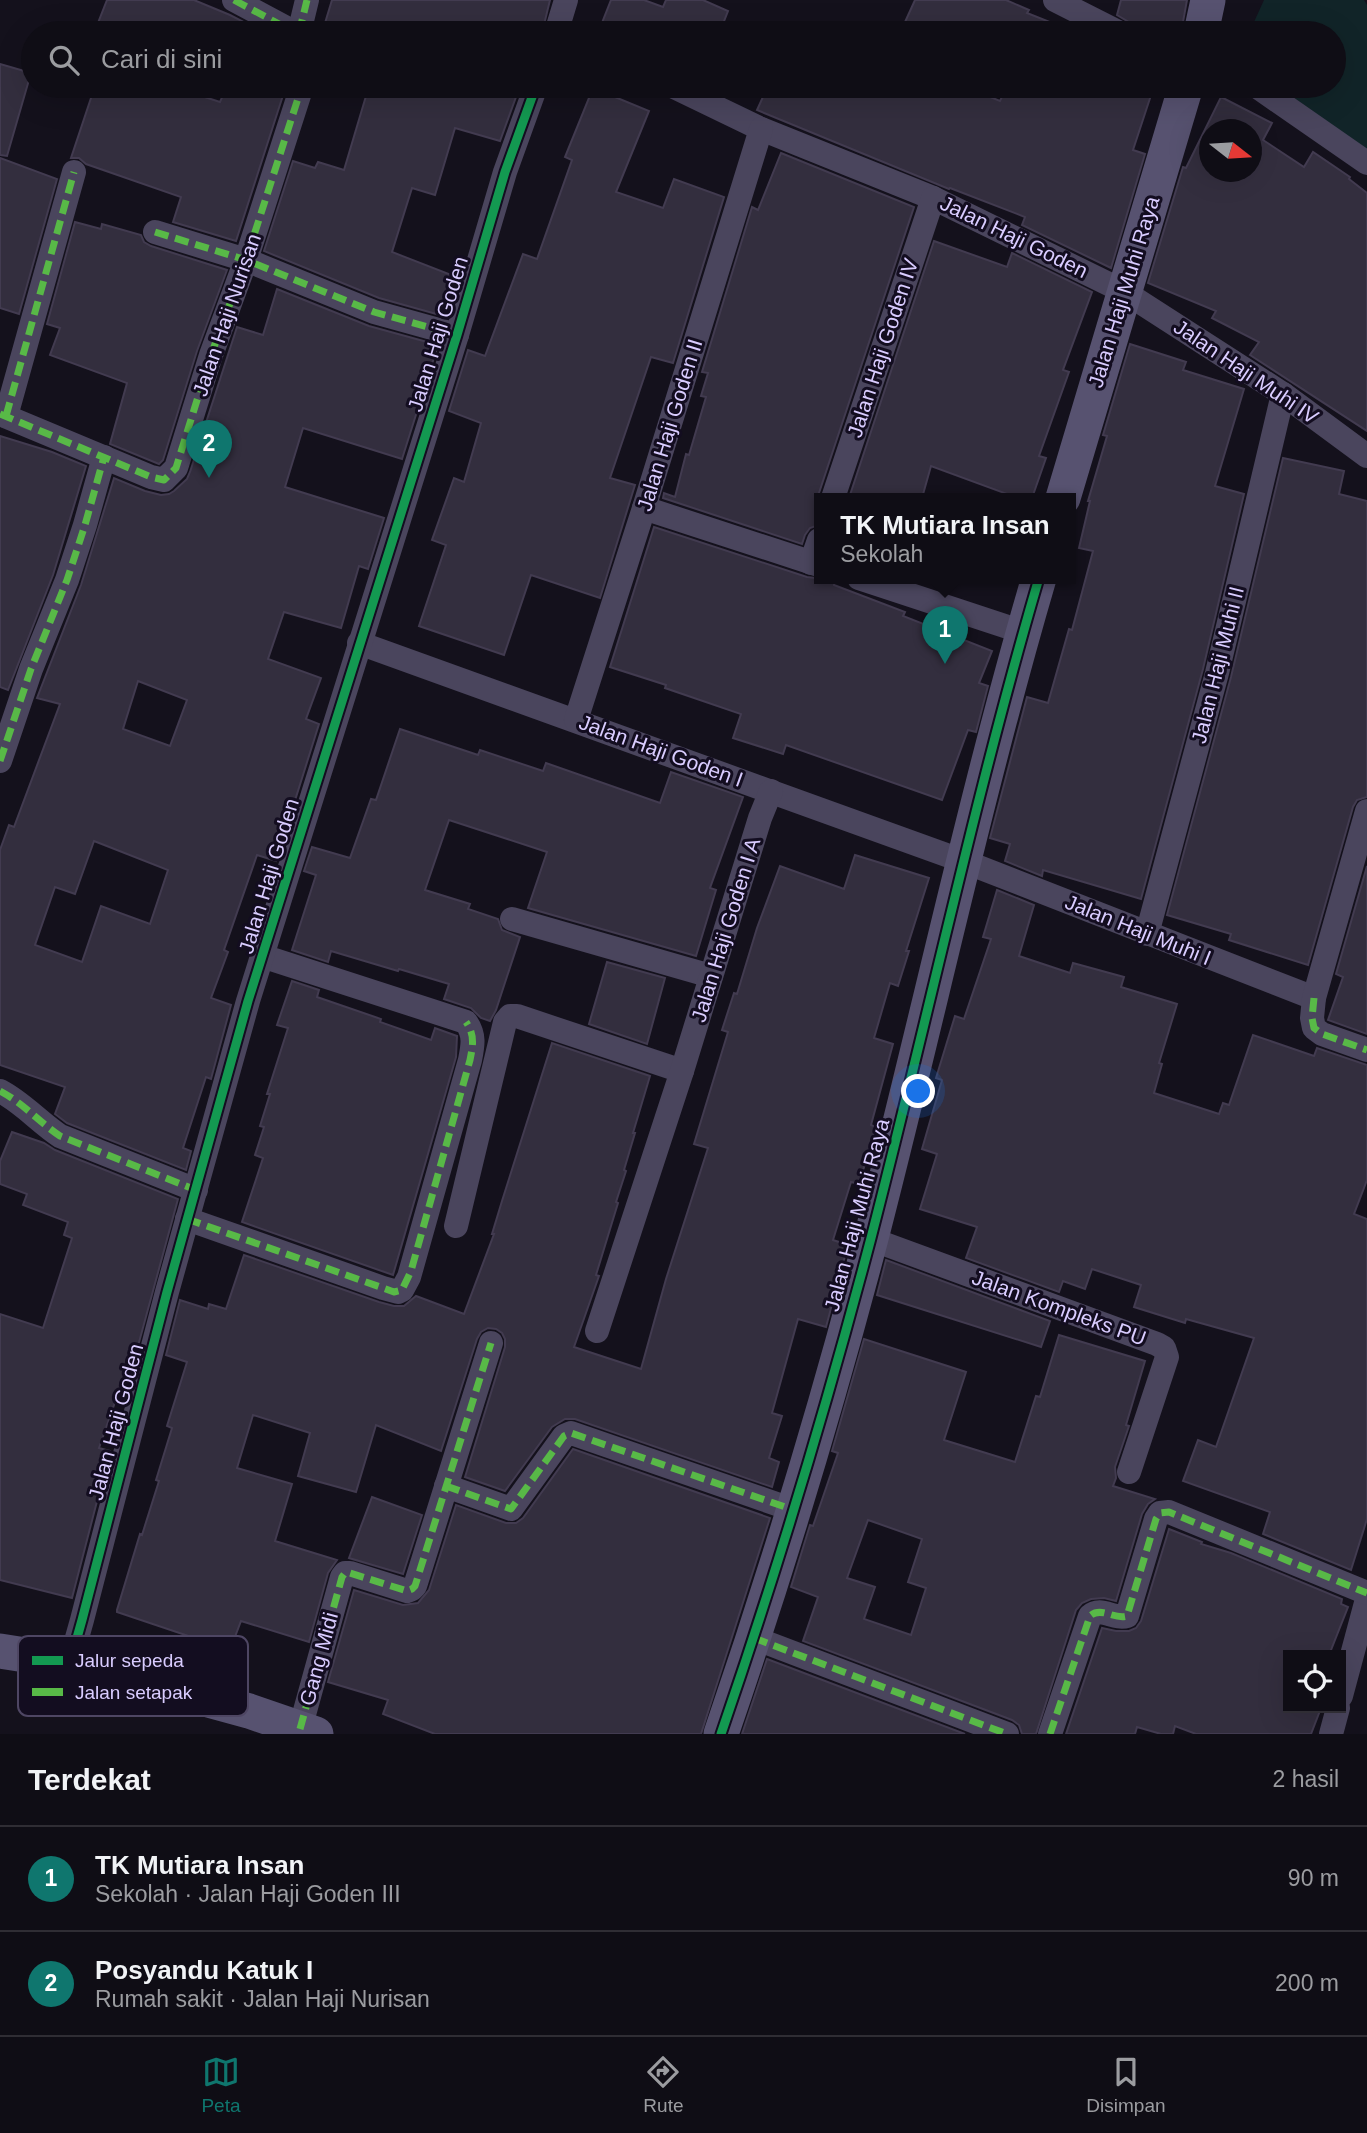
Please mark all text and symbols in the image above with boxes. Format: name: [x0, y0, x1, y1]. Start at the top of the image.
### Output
search box: [21, 21, 1346, 98]
icon: search: [45, 41, 83, 79]
text: Cari di sini: [101, 44, 222, 74]
north arrow: [1199, 119, 1262, 182]
street label: Jalan Haji Goden: [937, 191, 1092, 282]
street label: Jalan Haji Muhi Raya: [1084, 193, 1164, 390]
street label: Jalan Haji Nurisan: [188, 231, 265, 399]
street label: Jalan Haji Goden: [403, 253, 472, 414]
street label: Jalan Haji Goden IV: [843, 255, 922, 440]
street label: Jalan Haji Muhi IV: [1170, 315, 1323, 428]
street label: Jalan Haji Goden II: [632, 336, 707, 514]
pin: 2: [186, 420, 232, 478]
popup: [814, 493, 1076, 584]
text: TK Mutiara Insan: [840, 510, 1050, 540]
text: Sekolah: [840, 541, 923, 567]
street label: Jalan Haji Muhi II: [1187, 584, 1248, 746]
pin: 1: [922, 606, 968, 664]
street label: Jalan Haji Goden I: [576, 710, 746, 791]
street label: Jalan Haji Goden: [234, 795, 303, 956]
street label: Jalan Haji Goden I A: [687, 835, 765, 1025]
street label: Jalan Haji Muhi I: [1062, 890, 1214, 969]
your location: [901, 1074, 935, 1108]
street label: Jalan Haji Muhi Raya: [820, 1116, 893, 1314]
street label: Jalan Kompleks PU: [969, 1265, 1149, 1350]
street label: Jalan Haji Goden: [84, 1341, 147, 1503]
street label: Gang Midi: [295, 1610, 342, 1708]
legend: [18, 1636, 248, 1716]
text: Jalur sepeda: [75, 1650, 184, 1671]
map controls: [1283, 1650, 1346, 1713]
button: locate: [1283, 1650, 1346, 1713]
text: Jalan setapak: [75, 1682, 193, 1703]
text: Terdekat: [28, 1763, 151, 1796]
text: 2 hasil: [1273, 1766, 1339, 1792]
text: TK Mutiara Insan: [95, 1850, 304, 1880]
text: 1: [45, 1865, 57, 1891]
text: 90 m: [1288, 1865, 1339, 1891]
text: Sekolah · Jalan Haji Goden III: [95, 1881, 401, 1907]
text: Posyandu Katuk I: [95, 1955, 313, 1985]
text: 2: [45, 1970, 57, 1996]
text: 200 m: [1275, 1970, 1339, 1996]
text: Rumah sakit · Jalan Haji Nurisan: [95, 1986, 430, 2012]
tab: Peta: [201, 2053, 241, 2117]
tab: Rute: [643, 2053, 684, 2117]
tab: Disimpan: [1086, 2053, 1166, 2117]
::::::
Give the number of lines in the records that contain the string "Insan", and write nothing besides that number.

EXERCISE RESPONSE: 2